◆ TASK BRIEF: For each line in the records that contains "muted", make a copy.

↓↓↓

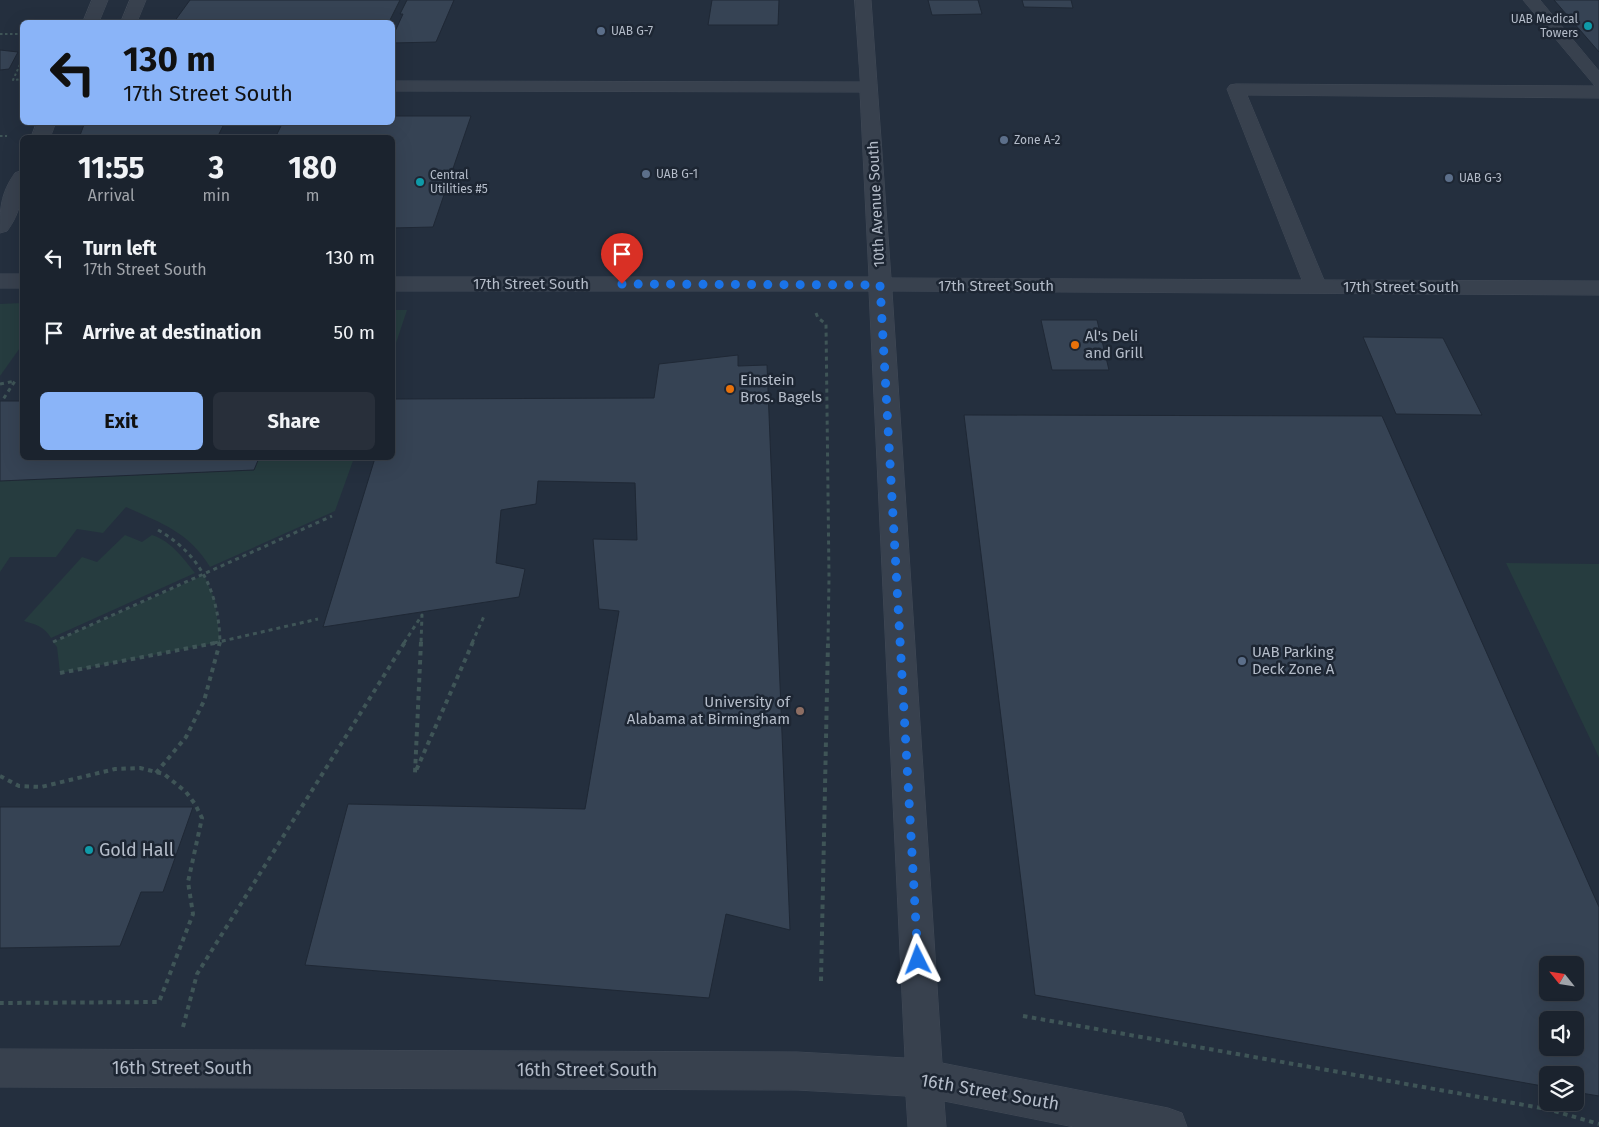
<!DOCTYPE html>
<html lang="en">
<head>
<meta charset="utf-8">
<style>
  :root { --surface:#1b232e; --page:#282f3a; --text:#f1f3f6; --muted:#a0a4aa; --line:#39404a; --accent:#8ab4f8 }
  body { margin:0; font-family:"Fira Sans",sans-serif; background:var(--page); color:var(--text); height:100vh; display:flex; flex-direction:column; font-size:19px; white-space:nowrap }
  * { box-sizing:border-box; margin:0 }
  p { font-size:16px; color:var(--muted) }
  .icon { flex:none; width:28px; height:28px; fill:none; stroke:currentColor; stroke-width:2; stroke-linecap:round; stroke-linejoin:round }
  .map { position:relative; flex:1; overflow:hidden }
  .side { position:absolute; left:20px; top:135px; width:375px; height:325px; display:flex; flex-direction:column; background:var(--surface); border-radius:8px; box-shadow:0 5px 20px #0002,0 0 0 1px var(--line) }
  .side>* { flex:none }
  .guide { position:absolute; left:20px; top:20px; width:375px; height:105px; border-radius:8px; box-shadow:0 5px 20px #0002,0 0 0 1px var(--line); background:#8ab4f8; color:#111; overflow:hidden }
  .needle { width:32px; rotate:300deg }
  .tools { position:absolute; left:1539px; top:956px; display:grid; gap:10px }
  .tools a { display:grid; place-items:center; width:45px; height:45px; border-radius:8px; background:var(--surface); box-shadow:0 5px 20px #0002,0 0 0 1px var(--line); font-size:25px }
  .pin { position:absolute; display:grid; place-items:center; width:42px; height:42px; color:#fff; margin:-51px -21px; border-radius:50% 50% 50% 0; rotate:-45deg; box-shadow:0 0 5px #0007 }
  .pin .icon { rotate:45deg }
  .me { position:absolute; width:55px; margin:-28px; rotate:357deg; stroke-linejoin:round; filter:drop-shadow(0 0 4px #0008) }
  .turn { display:flex; align-items:center; gap:18px; height:105px; padding:0 20px; font-size:22px }
  .turn .icon { width:65px; height:65px; stroke-width:2.5 }
  .turn b { display:block; font-size:35px; line-height:42px }
  .eta { display:flex; justify-content:space-evenly; align-items:center; height:85px; text-align:center }
  .eta b { font-size:30px; font-weight:700; line-height:35px }
  .cta { display:flex; gap:10px; margin-top:auto; padding:10px 20px }
  .cta a { flex:1; height:58px; border-radius:8px; background:var(--accent); color:#111; font-size:20px; font-weight:700; line-height:58px; text-align:center }
  .cta a+a { background:var(--page); color:var(--text) }
  ul { padding:0; list-style:none }
  li { display:flex; align-items:center; gap:15px; height:75px; padding:0 20px }
  li div { flex:1 }
  li b { display:block; font-size:19px }
  li em { font-style:normal }
  .map>svg:first-child { display:block }
</style>
</head>
<body>
<div class="map">
<svg width="1599" height="1127" viewBox="0 0 1599 1127">
  <rect width="100%" height="100%" fill="#242f3e"/>
  <g fill="#263c3f">
    <polygon points="22,303 22,345 0,376 0,304"/>
    <polygon points="393,310 407,310 393,352 392,310"/>
    <path d="M 259,458 L 354,458 L 335,511 L 210,567 C 189,532 161,523 126,507 L 103,533 L 77,529 L 56,557 L 10,557 L 0,572 L 0,481 L 254,470 Z"/>
    <path d="M 125,535 L 142,542 L 152,535 C 171,541 183,558 195,573 L 51,638 C 45,627 35,624 24,621 L 82,557 L 97,562 Z"/>
    <polygon points="1506,563 1599,564 1599,758 1596,751"/>
    <polygon points="204,575 215,600 220,642 60,673 57,647 53,642"/>
  </g>
  <g fill="#364354" stroke="#1f2835" fill-rule="evenodd">
    <polygon points="190,0 400,0 389,22 174,22"/>
    <polygon points="407,0 454,0 436,42 392,43 392,38 403,14 400,14"/>
    <polygon points="712,0 779,0 778,25 708,25"/>
    <polygon points="928,0 978,0 982,14 932,15"/>
    <polygon points="1022,0 1071,0 1073,8 1024,7"/>
    <polygon points="1554,0 1599,0 1599,52"/>
    <polygon points="0,50 18,52 9,69 0,70"/>
    <polygon points="392,116 471,116 433,227 392,228 392,138 275,138 283,122 392,122"/>
    <polygon points="85,122 225,122 217,138 79,138"/>
    <polygon points="1041,320 1097,320 1109,370 1052,370"/>
    <polygon points="1363,337 1443,338 1482,415 1396,414"/>
    <polygon points="738,355 738,366 767,365 790,930 726,914 709,998 305,965 348,804 585,809 619,611 599,609 593,539 637,540 635,483 538,481 536,504 501,510 496,563 525,569 519,597 323,627 375,458 392,458 393,399 654,398 659,364"/>
    <polygon points="0,401 22,401 22,458 259,458 254,470 0,481"/>
    <path d="M 964,415 L 1382,416 L 1599,907 L 1599,1096 L 1575,1092 L 1575,1075 L 1548,1075 L 1548,1087 L 1035,995 ZM 1548,965 L 1575,965 L 1575,992 L 1548,992 ZM 1548,1020 L 1575,1020 L 1575,1048 L 1548,1048 Z"/>
    <polygon points="0,807 193,807 163,892 141,892 120,946 0,948"/>
  </g>
  <g fill="none" stroke-linecap="round" stroke-linejoin="round">
    <defs>
      <g id="minor">
        <polygon points="92,0 108,0 99,22 83,22"/>
        <polygon points="130,0 146,0 137,22 121,22"/>
        <polygon points="855,0 871,0 891,278 1302,280 1227,89 1230,85 1236,84 1595,86 1523,0 1540,0 1599,71 1599,98 1247,95 1324,280 1599,281 1599,295 892,291 942,1063 1168,1108 1182,1113 1187,1127 1074,1127 944,1101 946,1127 908,1127 906,1096 797,1090 0,1087 0,1049 797,1052 905,1058 869,291 392,291 392,277 869,277 860,92 392,91 392,81 860,82"/>
        <polygon points="37,122 56,122 50,138 31,138"/>
        <path d="M 22,171 C 25,192 20,214 7,231 L 0,233 C 0,209 0,194 15,173 Z"/>
        <rect x="0" y="274" width="22" height="14"/>
      </g>
    </defs>
    <use href="#minor" stroke="#414a57" stroke-width="1"/>
    <g stroke="#3f5557" stroke-width="2" stroke-dasharray="2.5 2.5" stroke-linecap="butt">
      <polyline points="0,34 22,34"/>
      <polyline points="22,60 13,80 22,79"/>
      <polyline points="0,136 7,136"/>
    </g>
    <g stroke="#3f5557" stroke-width="3" stroke-dasharray="4 4" stroke-linecap="butt">
      <polyline points="816,313 818,318 826,324 829,578 828,643"/>
      <polyline points="0,384 15,381 2,401"/>
      <path d="M 158,530 C 202,555 219,594 220,643"/>
      <polyline points="53,642 332,516"/>
      <polyline points="214,643 318,619"/>
      <polyline points="404,643 422,615 421,643"/>
      <polyline points="472,643 485,614"/>
    </g>
    <g stroke="#3f5557" stroke-width="4" stroke-dasharray="4.5 4.5" stroke-linecap="butt">
      <polyline points="421,642 415,773 473,642"/>
      <polyline points="60,673 220,642"/>
      <polyline points="156,773 186,737 204,701 220,642"/>
      <polyline points="0,776 19,786 41,787 115,769 140,768 164,774 186,792 195,804 202,818 188,882 193,914 159,1002 0,1003"/>
      <polyline points="821,981 828,642"/>
      <polyline points="1023,1016 1547,1109 1599,1124"/>
      <polyline points="183,1027 197,974 405,642"/>
    </g>
    <use href="#minor" fill="#38414e" fill-rule="evenodd"/>
  </g>
  <g fill="none" stroke-linecap="round" stroke-linejoin="round">
    <polyline stroke="#1a73e8" stroke-width="9" stroke-dasharray="0 16.2" points="622,284 880,285 918,960"/>
  </g>
  <g fill="#0f9aa8" stroke="#1d2633" stroke-width="2">
    <circle cx="1588" cy="26" r="5"/>
    <circle cx="420" cy="182" r="5"/>
    <circle cx="89" cy="850" r="5"/>
  </g>
  <g fill="#5c6f8a" stroke="#1d2633" stroke-width="2">
    <circle cx="601" cy="31" r="5"/>
    <circle cx="1004" cy="140" r="5"/>
    <circle cx="646" cy="174" r="5"/>
    <circle cx="1449" cy="178" r="5"/>
    <circle cx="1242" cy="661" r="5"/>
  </g>
  <g fill="#e8710a" stroke="#1d2633" stroke-width="2">
    <circle cx="1075" cy="345" r="5"/>
    <circle cx="730" cy="389" r="5"/>
  </g>
  <circle fill="#8d6e63" stroke="#1d2633" stroke-width="2" cx="800" cy="711" r="5"/>
  <g text-anchor="middle" stroke-width="5" stroke-linejoin="round" paint-order="stroke">
    <g font-size="12" fill="#b4bcc9" stroke="#1d2633" text-anchor="start">
      <text x="1578" y="23" text-anchor="end">UAB Medical<tspan x="1578" dy="14">Towers</tspan></text>
      <text x="611" y="35">UAB G-7</text>
      <text x="1014" y="144">Zone A-2</text>
      <text x="656" y="178">UAB G-1</text>
      <text x="430" y="179">Central<tspan x="430" dy="14">Utilities #5</tspan></text>
      <text x="1459" y="182">UAB G-3</text>
    </g>
    <g font-size="15" fill="#b4bcc9" stroke="#1d2633">
      <text transform="translate(876 204) rotate(-93)" y="5">10th Avenue South</text>
      <text x="531" y="289">17th Street South</text>
      <text x="996" y="291">17th Street South</text>
      <text x="1401" y="292">17th Street South</text>
    </g>
    <g font-size="15" fill="#b4bcc9" stroke="#1d2633" text-anchor="start">
      <text x="1085" y="341">Al's Deli<tspan x="1085" dy="17">and Grill</tspan></text>
      <text x="740" y="385">Einstein<tspan x="740" dy="17">Bros. Bagels</tspan></text>
      <text x="1252" y="657">UAB Parking<tspan x="1252" dy="17">Deck Zone A</tspan></text>
      <text x="790" y="707" text-anchor="end">University of<tspan x="790" dy="17">Alabama at Birmingham</tspan></text>
    </g>
    <g font-size="18" fill="#b4bcc9" stroke="#1d2633" text-anchor="start">
      <text x="99" y="856">Gold Hall</text>
    </g>
    <g font-size="18" fill="#b4bcc9" stroke="#1d2633">
      <text x="182" y="1074">16th Street South</text>
      <text x="587" y="1076">16th Street South</text>
      <text transform="translate(990 1092) rotate(10)" y="6">16th Street South</text>
    </g>
  </g>
</svg>
<div class="tools">
<a><svg class="needle" viewBox="-14 -14 28 28"><path d="M0-13l5 13h-10z" fill="#e53935"/><path d="M0 13l5-13h-10z" fill="#a0a4aa"/></svg></a>
<a><svg class="icon" aria-label="sound" viewBox="0 0 24 24"><path d="M4 9h4l5-4v14l-5-4H4zM17 9q2 3 0 6"/></svg></a>
<a><svg class="icon" aria-label="layers" viewBox="0 0 24 24"><path d="M12 4l9 5-9 5-9-5zM3 14l9 5 9-5"/></svg></a>
</div>
<div class="pin" style="left:622px;top:284px;background:#d93025"><svg class="icon" aria-label="arrive" viewBox="0 0 24 24"><path d="M6 21V4h12l-3 4 3 4H6"/></svg></div>
<svg class="me" style="left:918px;top:960px" viewBox="-20 -20 40 40"><path d="M0-17L14 15 0 8-14 15z" fill="#1a73e8" stroke="#fff" stroke-width="4"/></svg>
<div class="guide">
<div class="turn"><svg class="icon" aria-label="left" viewBox="0 0 24 24"><path d="M17 20v-9H6M10 6l-5 5 5 5"/></svg><div><b>130 m</b>17th Street South</div></div>
</div>
<section class="side">
<div class="eta">
<div><b>11:55</b><p>Arrival</p></div>
<div><b>3</b><p>min</p></div>
<div><b>180</b><p>m</p></div>
</div>
<ul>
<li><svg class="icon" aria-label="left" viewBox="0 0 24 24"><path d="M17 20v-9H6M10 6l-5 5 5 5"/></svg><div><b>Turn left</b><p>17th Street South</p></div><em>130 m</em></li>
<li><svg class="icon" aria-label="arrive" viewBox="0 0 24 24"><path d="M6 21V4h12l-3 4 3 4H6"/></svg><div><b>Arrive at destination</b></div><em>50 m</em></li>
</ul>
<div class="cta"><a>Exit</a><a>Share</a></div>
</section>
</div>
</body>
</html>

↑↑↑

◆ SOLUTION TO THE EXERCISE:
  :root { --surface:#1b232e; --page:#282f3a; --text:#f1f3f6; --muted:#a0a4aa; --line:#39404a; --accent:#8ab4f8 }
  p { font-size:16px; color:var(--muted) }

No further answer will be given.